MG Marvel R Front
Fahrbericht
Lang lebe der neue König

Die neuen MG sind anders, als man es vermutet.

Britische Autos müssen sich oft mit reichlich barockem Zierrat, monarchistischen Assoziationen und einer ellenlangen Ahnenreihe, die fleißig zitiert werden möchte, abmühen. Das alles muss MG nicht. Auch, weil sich die neuen Markeneigner für eine radikale Neuausrichtung der Marke entschieden haben. Britisch ist nur noch der Name. Und das Logo. Alles andere kommt aus dem Reich der Mitte – und überrascht.

Alle Modelle von MG auf

Seit 2020 ist der ZS EV auf heimischen Straßen unterwegs. Das Elektro-SUV ist kompakt in den Abmessungen, unauffällig in der Erscheinung und moderat im Preis. Gut, das kann man auch der Homepage entnehmen – darum haben wir eine Probe aufs Exempel gemacht. Nach mehreren Wochen und rund 3,5 tausend Kilometern gibt es ein Fazit: Ganz schön gut.
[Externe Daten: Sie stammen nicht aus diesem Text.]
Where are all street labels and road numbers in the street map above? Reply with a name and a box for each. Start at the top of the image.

Näheres dazu gibt’s im Dauertest-Bericht weiter unten. In jedem Fall ist es so gut, dass wir uns tatsächlich auf die kommenden Modelle freuen. Denn die werden ebenfalls elektrisch, heben sich aber optisch vom nüchternen ZS EV ab. Der Shootingstar im Hause MG ist sicherlich der Marvel R. Markante Kurven, eine hohe Schulterlinie und riesige Räder lassen durchaus sportliche Noblesse erkennen. Vorne gibt’s ein Leuchtband, hinten ebenfalls. Dazwischen eingelassene Türgriffe und Kiemen hinter den Vorderrädern. Fesch, fesch – auch innen. Klares Design und ein fetter, 19,4 Zoll großer Bildschirm dominieren das Cockpit. Wenn wir den ZS EV als Gradmesser hernehmen, wird auch die Verarbeitung zu gefallen wissen.

MG Marvel R Cockpit

Marvel ist nicht nur der Name des erfolgreichsten Comicuniversums, sondern auch der der neuen MG Speerspitze. Übersetzt bedeutet er übrigens „Wunder“. Viel High Tech, viel Design – im Interieur erschnüffeln wir einen Hauch von Premium.
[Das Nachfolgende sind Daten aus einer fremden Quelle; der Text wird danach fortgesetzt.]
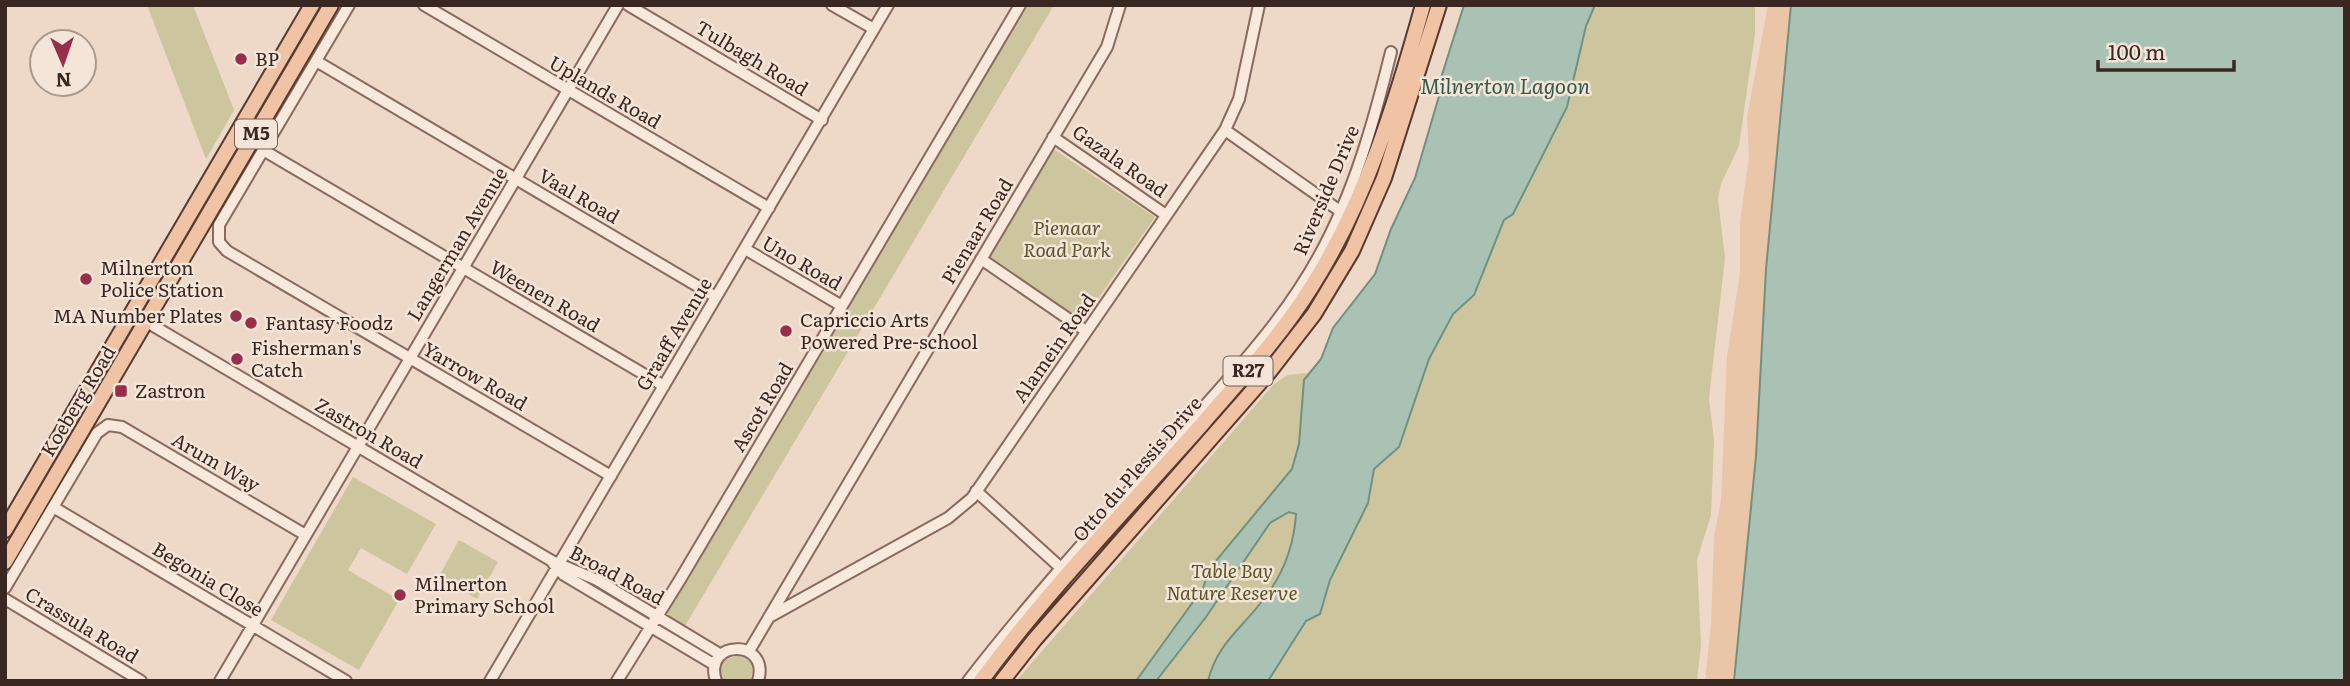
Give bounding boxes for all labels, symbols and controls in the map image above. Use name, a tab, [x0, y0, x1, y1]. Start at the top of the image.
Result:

Was garantiert gefällt, sind die 212 kW, also 288 PS aus drei Motoren, die den allradgetriebenen Marvel R in 4,9 Sekunden auf Landstraßentempo schnalzen. Eine Batterieladung soll für mehr als 400 Kilometer reichen. Diesen Wert teilt sich der Marvel mit dem zweiten MG-Neuling. Der hört auf den schlichten Namen 5 und wird der erste rein elektrische Kombi sein. Eigentlich ist es ein Wahnsinn, dass erst ein chinesischer Brite kommen muss, um die in Mitteleuropa so beliebte Karosserieform zu elektrisieren.

MG5 Seite

Der MG5 ist der erste, rein elektrische Kombi. Faszinierend, dass davor noch niemand auf die Idee gekommen ist.
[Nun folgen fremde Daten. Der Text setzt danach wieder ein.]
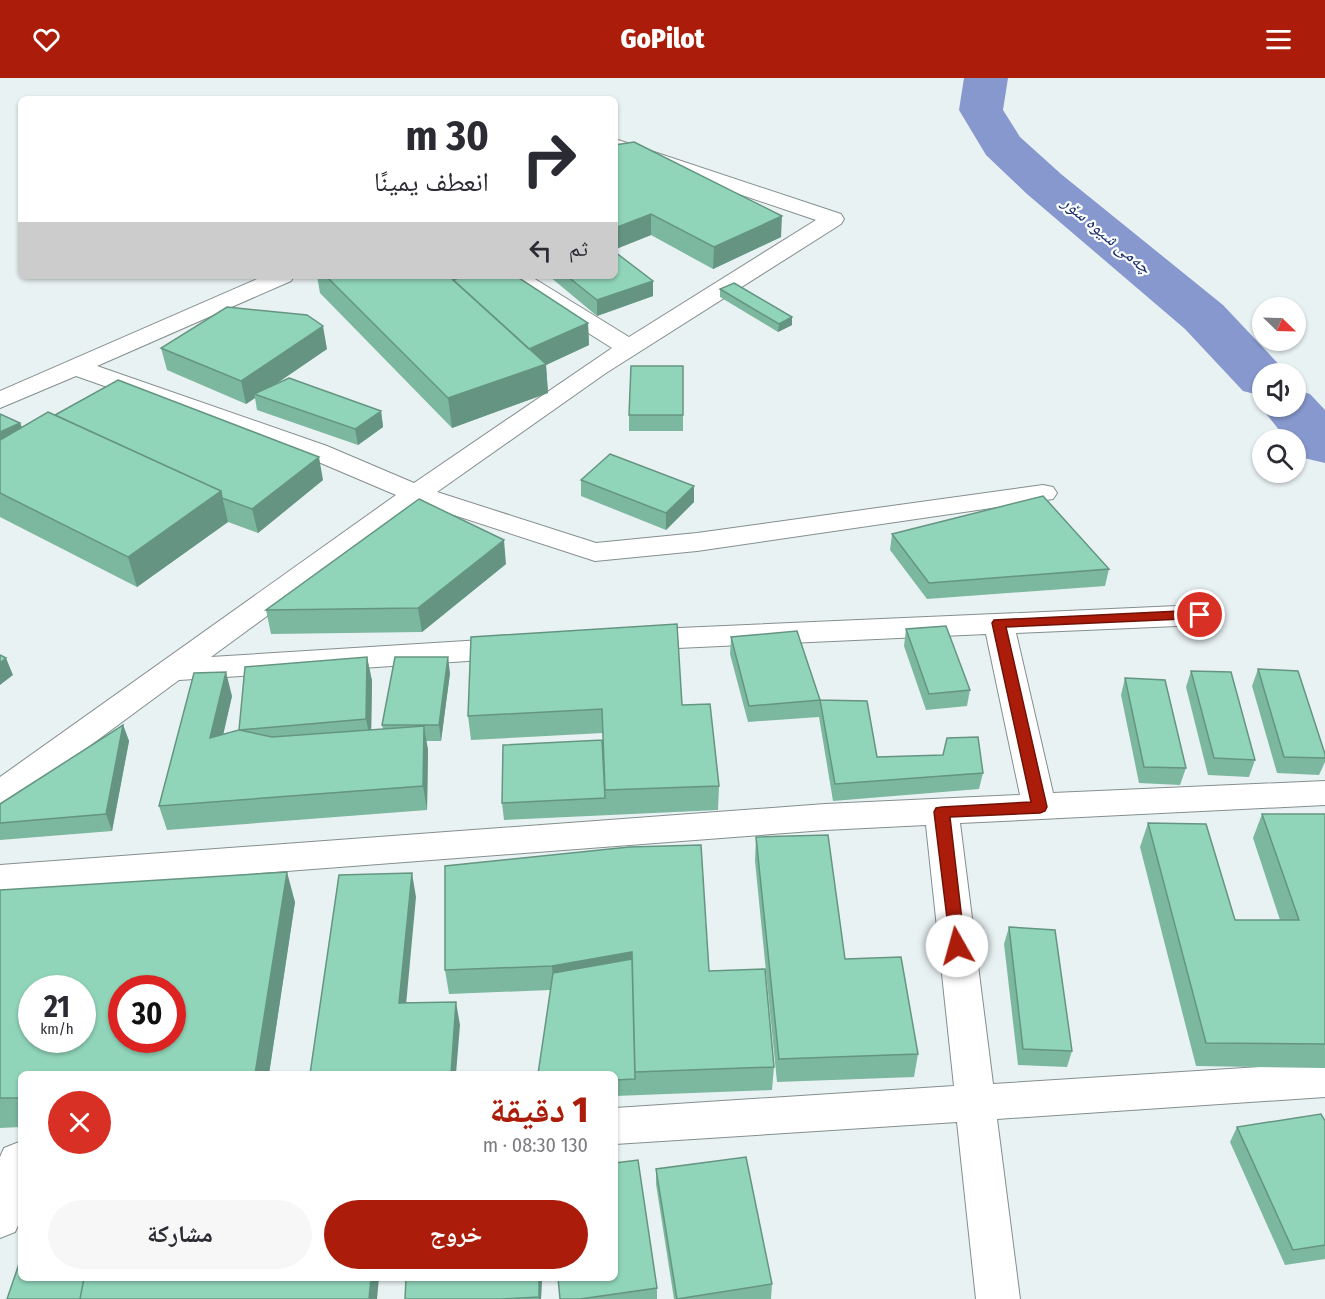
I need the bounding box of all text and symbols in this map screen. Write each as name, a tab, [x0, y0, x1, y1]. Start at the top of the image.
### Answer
icon: heart	[30, 23, 63, 56]
text: GoPilot	[621, 23, 704, 55]
icon: menu	[1262, 23, 1295, 56]
text: 30 m	[405, 111, 489, 161]
icon: right	[510, 120, 588, 198]
text: انعطف يمينًا	[374, 166, 489, 198]
water label: چەمی شیوە سۆر	[1056, 190, 1157, 279]
icon: left	[524, 234, 557, 267]
text: ثم	[569, 235, 588, 262]
north arrow	[1252, 297, 1306, 351]
map controls	[1252, 297, 1306, 483]
button: sound	[1252, 363, 1306, 417]
button: search	[1252, 429, 1306, 483]
pin	[1174, 589, 1225, 640]
icon: arrive	[1183, 598, 1216, 631]
position arrow	[925, 914, 989, 978]
speed limit sign: 30	[108, 975, 186, 1053]
text: 21	[44, 989, 70, 1025]
text: km/h	[40, 1020, 74, 1038]
text: 1 دقيقة	[490, 1088, 588, 1132]
button: close	[48, 1091, 111, 1154]
text: 130 m · 08:30	[483, 1133, 588, 1157]
button: مشاركة	[48, 1200, 312, 1269]
button: خروج	[324, 1200, 588, 1269]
Mit 578 bis 1.456 Litern Kofferraumvolumen könnte der MG 5 praktisch genug Auto für die meisten Haushalte sein. Schnell genug ist er auf jeden Fall. 135 kW, also 184 PS, beschleunigen den kompakten Kombi in nur 8,3 Sekunden auf Tempo 100. Genauso wie der Marvel R beherrscht auch der 5 dreiphasiges Laden. Preise für den Kombi behält MG noch für sich, den Marvel R gibt’s in der Basisversion ab 40.000 Euro. Dann verringert sich die Zahl der Motoren von drei auf zwei und die der angetriebenen Räder von allen vieren auf die beiden Hinteren, was aber dem dynamischen Auftritt keinen Abbruch tut.

Dauertest

Man kann schon sagen, der Mutterkonzern SAIC hat sich in den letzten 33 Jahren vom Joint Venture Partner VW zeigen lassen, wie man Autos zusammenbaut. Spaltmaße, Verarbeitung und auch die Materialien im Sichtbereich sind durchaus hochwertig und weit über dem, was man in dieser Preisklasse erwartet. Das gilt auch für den Vortrieb. Die 143 PS sind bei durchgetretenem Gaspedal durchaus heftig, das wahre Talent des ZS erkennt man aber erst, wenn man gemütlich cruised. Erstens, weil der Charakter des MG eher ein komfortabler als athletischer ist, zweitens, weil man weit kommt. Im Prospekt stehen 265 Kilometer. Wir schaffen stets 300. Wenn man es wirklich drauf ankommen lässt, verbraucht der MG ZS EV weniger als 10 kWh auf 100 Kilometer, bei angegebenen 16,9 kWh. Erst einmal sind wir über den Durchschnittsverbrauch gekommen – auf einer Autobahnfahrt Richtung Wachauring. Auffallend sind das gute Platzangebot und die luftige Atmosphäre, verstärkt durch das große Glasdach.